Get negative voltage from a battery

Thread Starter

Dritech

Joined Sep 21, 2011
869
Hi all,
Lets assume a 9V battery is used. I know methods that can be used to get -4.5V, ground and 4.5V, but is there a way to get -9V, ground and 9V?
 

Thread Starter

Dritech

Joined Sep 21, 2011
869
Thanks for the replies.
This will be a portable device so using two batteries will not be best option for my project.
I will be requiring the negative voltage for an operational amplifier supply. Will be MAX232 be good for this application?
 

AnalogKid

Joined Aug 1, 2013
8,487
Depends on the 19 things you are not telling us about the project, like the part numbers, the current requirements, the run time, etc. Charge pump ic's can act as a power inverter, making a negative voltage approximately equal to the positive voltage running the chip, but the output can't make very much current. A switching power control chip in a flyback topology can make a regulated negative output voltage at much higher currents, but makes more conducted and radiated noise that could corrupt your signals.

This is an electrical engineering forum. If you provide some electrical engineering information in your question, you'll get some electrical engineering answers.

ak
 

Papabravo

Joined Feb 24, 2006
13,910
Thanks for the replies.
This will be a portable device so using two batteries will not be best option for my project.
I will be requiring the negative voltage for an operational amplifier supply. Will be MAX232 be good for this application?
Only if you need an RS-232 connection. I mention the chip because it was among the first to generate the ± power supply voltages required by RS-232 interfaces from a +5VDC source. IIRC the original chp produce ±9VDC at a couple of tens of milliamps.
 

ErnieM

Joined Apr 24, 2011
8,045
Why do you need negative supplies when all you want to run are some op amps?

Just use op amps that work off a single supply.
 

WBahn

Joined Mar 31, 2012
25,902
Actually I will be powering 5 op-amps which consumes around 2mA each.
For the supply I will most probably be using a 7.4V LiPo battery.
Can't you use single-supply opamps?

The place to start is with your project requirements. If your project requirements demand max-min voltage rails that exceed the battery you will use, then that is one thing.

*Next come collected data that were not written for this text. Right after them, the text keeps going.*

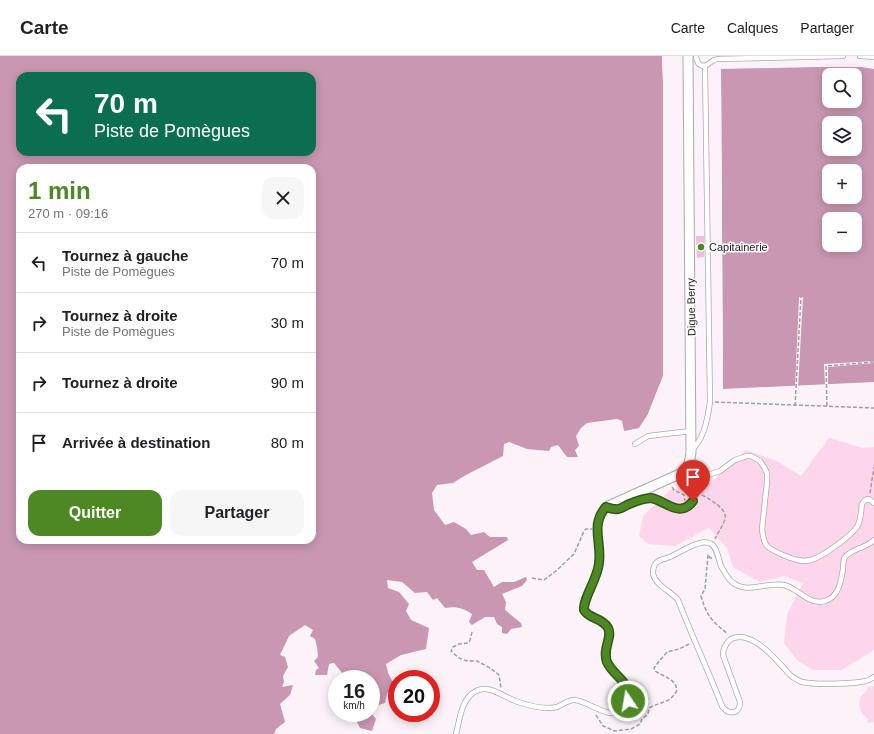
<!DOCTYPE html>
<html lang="fr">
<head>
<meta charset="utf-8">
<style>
	body { margin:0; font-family:Helvetica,sans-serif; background:#f6f6f6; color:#202124; height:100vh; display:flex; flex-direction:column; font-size:15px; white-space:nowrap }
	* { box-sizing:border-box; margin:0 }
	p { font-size:13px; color:#757577 }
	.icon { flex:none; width:22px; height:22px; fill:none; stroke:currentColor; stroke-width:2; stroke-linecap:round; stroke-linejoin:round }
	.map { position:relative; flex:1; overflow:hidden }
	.panel { position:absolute; left:16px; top:108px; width:300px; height:380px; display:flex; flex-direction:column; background:#fff; border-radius:12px; box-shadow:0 2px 10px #0003 }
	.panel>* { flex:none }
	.guide { position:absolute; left:16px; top:16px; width:300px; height:84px; border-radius:12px; box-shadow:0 2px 10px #0003; background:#0b6e4f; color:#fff; overflow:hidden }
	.controls { position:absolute; left:822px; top:12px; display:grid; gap:8px }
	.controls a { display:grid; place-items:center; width:40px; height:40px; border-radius:8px; background:#fff; box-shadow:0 2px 10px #0003; font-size:20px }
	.speed { position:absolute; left:328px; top:614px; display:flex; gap:8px; font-size:20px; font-weight:700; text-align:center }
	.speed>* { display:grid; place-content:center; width:52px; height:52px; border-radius:50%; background:#fff; box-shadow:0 2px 10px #0003; line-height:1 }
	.speed small { font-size:10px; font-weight:400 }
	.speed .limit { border:6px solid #d22; background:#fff; color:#111 }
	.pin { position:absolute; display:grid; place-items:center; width:34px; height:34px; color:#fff; margin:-41px -17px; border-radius:50% 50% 50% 0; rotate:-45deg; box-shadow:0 0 4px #0007 }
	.pin .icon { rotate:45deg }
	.me { position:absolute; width:44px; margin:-22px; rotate:348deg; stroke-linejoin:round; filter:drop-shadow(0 0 3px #0008) }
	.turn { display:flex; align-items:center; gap:14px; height:84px; padding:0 12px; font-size:18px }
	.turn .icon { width:52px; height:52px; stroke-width:2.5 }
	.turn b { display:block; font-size:28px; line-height:34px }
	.round { display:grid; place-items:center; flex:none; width:42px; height:42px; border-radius:12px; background:#f6f6f6 }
	.head { display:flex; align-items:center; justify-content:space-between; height:68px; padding:0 12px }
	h1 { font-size:24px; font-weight:700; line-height:30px; color:#4d8825 }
	.button { display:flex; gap:8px; margin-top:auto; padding:8px 12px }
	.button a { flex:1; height:46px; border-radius:12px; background:#4d8825; color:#fff; font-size:16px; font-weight:700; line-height:46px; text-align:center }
	.button a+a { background:#f6f6f6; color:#202124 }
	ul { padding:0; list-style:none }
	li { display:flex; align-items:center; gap:12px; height:60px; padding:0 12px; border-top:1px solid #e0e0e0 }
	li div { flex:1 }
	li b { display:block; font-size:15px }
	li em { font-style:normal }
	header { display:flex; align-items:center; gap:24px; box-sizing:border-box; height:56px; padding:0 20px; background:#fff; border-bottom:1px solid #e0e0e0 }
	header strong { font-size:19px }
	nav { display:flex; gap:22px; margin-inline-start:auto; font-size:14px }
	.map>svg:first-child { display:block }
</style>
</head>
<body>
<header>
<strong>Carte</strong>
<nav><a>Carte</a><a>Calques</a><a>Partager</a></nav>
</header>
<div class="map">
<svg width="874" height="678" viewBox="0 0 874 678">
	<rect width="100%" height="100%" fill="#fcf3f8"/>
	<path fill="#fed6eb" d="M829 382 863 392 874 391V594L842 614H812L797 604 784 587 787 559 803 527 784 520 760 526 733 511 727 492 709 472 675 490 648 488 639 480 643 460 670 434 711 426 746 394 777 405 801 420Z
		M874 630V666L867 667 868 663C860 657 856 648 862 639 865 636 867 636 868 631Z"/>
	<path fill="#c997b2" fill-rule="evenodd" d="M0 0H662L663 25V320L648 358 639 372 624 375 622 365 617 363 587 367 581 372 576 380 579 390 575 394 578 401H567L558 389 551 391 549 395 527 393 509 386 504 388 503 400 466 419 453 427 437 429 432 437 434 454 445 469 454 466 466 473 471 479 484 476 490 481H507L508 484 472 506 477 514H484L494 531 502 526H514L526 521 527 524 522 530 502 538 506 546 505 554 521 567 522 571 511 573 507 578 502 577V571L497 568 494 561H485L472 569 469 566 472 558C463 552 456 550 445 552L437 542 433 544 427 536 415 537 402 526 387 524 388 532 399 536 409 548 406 555 411 564 429 572 426 593 401 599 386 608 388 617 394 628 387 638 385 647 372 651 371 655V623H347L334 607 329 608 327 619H315L316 614 319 612 314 605 318 601 317 591 315 583 310 580 313 574 305 569 289 580 280 599 285 601 288 611 283 620 284 626 282 631 293 629 290 639 280 648 285 666 276 673 274 678H0ZM20 20H312V96H20ZM20 112H312V484H20Z
		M817 11H861L874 13V326L723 333 721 13ZM829 19H855V45H829ZM829 67H855V93H829ZM829 115H855V141H829ZM829 163H855V189H829Z
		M352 657H371L376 663 372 675 360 672 355 662 352 663Z"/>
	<path fill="#fcf3f8" d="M662 0H664L665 25V320L651 357 648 358 663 320V25Z
		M719 12 721 13 723 333 721 334Z
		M799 241H803L798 332H795Z
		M874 305V307L828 311V330H825L824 308Z"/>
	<path fill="#f0bcd8" d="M696 180H704V201L697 202Z"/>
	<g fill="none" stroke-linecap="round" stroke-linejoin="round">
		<defs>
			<path id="lane" d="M696 0C697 6 698 10 705 10
				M860 0 874 1
				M705 10 714 4 717 3 843 0
				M635 388 648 380 691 375
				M692 395C695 390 699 386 701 381 707 370 708 358 710 346L705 10
				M874 484C866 492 851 493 845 501 843 504 843 509 843 513 841 525 839 541 825 545 809 550 798 532 784 529 765 525 745 541 729 523 726 519 723 514 721 510 718 502 717 489 709 487 706 486 703 486 700 487 688 490 678 498 667 502 663 503 659 504 656 507 653 510 653 514 653 518 656 530 671 535 678 544 692 580 708 614 722 650 728 659 740 659 740 646L723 599C723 592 726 587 731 583 752 572 779 607 791 620 795 622 798 625 802 626 815 629 853 628 866 625 869 624 871 623 874 621
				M456 678C460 663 461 643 476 635 490 628 505 642 518 646 530 650 545 654 557 651 562 649 568 644 574 644 588 644 611 667 624 652 628 648 630 643 630 638 629 626 612 617 608 606 602 593 614 580 608 571 602 562 589 563 584 553 583 541 598 522 599 507 602 486 590 469 606 451L618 453 639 445 650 442 673 452H682L686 451 690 448 693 445 701 426 704 422 708 419 720 415 735 404 747 400H751L760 405 764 411 767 417V426L762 473C763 479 763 485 767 490 772 495 791 503 798 504 802 505 807 505 811 504 822 501 853 479 858 469 861 462 861 455 862 448L865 444 869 443 874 447"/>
			<path id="street" d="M606 451 684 416C690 410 690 403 691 396L688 0"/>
		</defs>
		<use href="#lane" stroke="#afa7ab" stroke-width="6"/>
		<use href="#street" stroke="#afa7ab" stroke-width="11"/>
		<path stroke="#a29c9f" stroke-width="1.5" stroke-dasharray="4 2" stroke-linecap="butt" d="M715 346 874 352
			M795 350 801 241
			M827 350 826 310 874 306
			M672 431 674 434 684 439 685 445
			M870 437 874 411
			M702 439C709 443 728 453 725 463 724 468 717 478 715 483
			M712 502H710L709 499H708L705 533 701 540C707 561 712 565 728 578
			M532 522 544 524 556 515 574 498 584 475 586 473H592
			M472 576 470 584 468 587 459 588 453 591 451 595 459 602 467 605H477L490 612 499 619 501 632
			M596 659 603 670 615 675 631 673 640 668 642 663 648 658 649 652C661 645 670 648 677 634 675 622 664 621 655 615L654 612 660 604 667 596 679 593 689 588"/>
		<use href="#lane" stroke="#fff" stroke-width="4.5"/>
		<use href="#street" stroke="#fff" stroke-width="9"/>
	</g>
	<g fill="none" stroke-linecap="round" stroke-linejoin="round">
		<defs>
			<path id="route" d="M628 645C634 628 613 620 607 606 602 592 613 581 608 572 603 562 589 563 584 554 583 542 598 522 599 507 602 486 590 469 606 451 609 452 613 453 615 453 620 454 623 451 627 449 634 446 643 442 651 442 664 444 680 463 693 445"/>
		</defs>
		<use href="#route" stroke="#325818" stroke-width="10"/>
		<use href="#route" stroke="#4d8825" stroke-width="7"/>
	</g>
	<circle fill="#4d8825" stroke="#fff" stroke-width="1.5" cx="701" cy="191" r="4"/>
	<g text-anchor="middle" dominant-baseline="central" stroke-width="3" stroke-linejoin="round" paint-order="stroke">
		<g font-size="11" fill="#252224" stroke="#fff" text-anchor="start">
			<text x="709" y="191">Capitainerie</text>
		</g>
		<g font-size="11" fill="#252224" stroke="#fff">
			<text transform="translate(691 251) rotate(-91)">Digue Berry</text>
		</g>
	</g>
</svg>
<div class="controls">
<a><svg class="icon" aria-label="search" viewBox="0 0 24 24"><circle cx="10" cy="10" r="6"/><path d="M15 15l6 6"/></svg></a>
<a><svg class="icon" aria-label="layers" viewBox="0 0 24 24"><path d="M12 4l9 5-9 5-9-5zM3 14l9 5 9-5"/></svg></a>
<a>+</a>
<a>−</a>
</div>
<div class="speed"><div>16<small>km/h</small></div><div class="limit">20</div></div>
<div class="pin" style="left:693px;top:445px;background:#d93025"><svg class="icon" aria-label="arrive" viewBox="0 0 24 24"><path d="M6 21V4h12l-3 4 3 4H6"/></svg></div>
<svg class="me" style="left:628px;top:645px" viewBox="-20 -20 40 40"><circle r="17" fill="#4d8825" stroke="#fff" stroke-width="3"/><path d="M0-11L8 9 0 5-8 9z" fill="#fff"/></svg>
<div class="guide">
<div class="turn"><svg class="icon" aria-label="left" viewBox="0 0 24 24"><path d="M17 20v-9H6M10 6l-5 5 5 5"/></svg><div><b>70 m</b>Piste de Pomègues</div></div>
</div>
<section class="panel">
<div class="head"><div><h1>1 min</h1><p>270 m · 09:16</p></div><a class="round"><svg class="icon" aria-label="close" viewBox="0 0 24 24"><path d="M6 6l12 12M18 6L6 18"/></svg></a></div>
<ul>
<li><svg class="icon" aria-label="left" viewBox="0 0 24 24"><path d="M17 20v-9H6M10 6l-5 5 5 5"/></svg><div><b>Tournez à gauche</b><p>Piste de Pomègues</p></div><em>70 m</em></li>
<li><svg class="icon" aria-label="right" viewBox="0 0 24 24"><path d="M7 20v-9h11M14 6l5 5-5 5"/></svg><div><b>Tournez à droite</b><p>Piste de Pomègues</p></div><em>30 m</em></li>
<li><svg class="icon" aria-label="right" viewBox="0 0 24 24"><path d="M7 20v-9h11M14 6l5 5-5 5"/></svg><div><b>Tournez à droite</b></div><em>90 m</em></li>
<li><svg class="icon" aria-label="arrive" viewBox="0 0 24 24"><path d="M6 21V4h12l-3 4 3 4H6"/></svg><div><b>Arrivée à destination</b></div><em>80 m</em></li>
</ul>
<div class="button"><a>Quitter</a><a>Partager</a></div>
</section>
</div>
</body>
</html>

If your project requirements don't demand this, then don't make things harder than they need to be.
 

Thread Starter

Dritech

Joined Sep 21, 2011
869
Hi again,
My input signals will vary from -50mV to 50mV. If I buy an op-amp with a reference pin for offsetting, I will still need negative supply, no?
 

WBahn

Joined Mar 31, 2012
25,902
What "ground"? Ground (more properly called "common") is just a node that YOU choose to call 0 V. There is NOTHING that says that either terminal of your battery has to connect to this "ground".
 

WBahn

Joined Mar 31, 2012
25,902
Opamp needs positive as well as negative supply.
eg. 8 pin DIP 741 IC
Many opamps are specifically designed to run from a single supply.

Even the ones that aren't can be run from a single supply as long as the signals are biased properly. There is nothing magical about a "negative supply". The opamp has no way of knowing whether either of its supply voltages are "positive" or "negative" relative to "ground", just whether they are positive or negative relative to the signals at the rest of the opamp's pins.

If you have a single 30 V supply and power a 741 opamp from it the amp will be perfectly happy. But your signals should be biased to about the midway point of the supply, or about 15 V, for good results. No need to create a "negative" supply at all.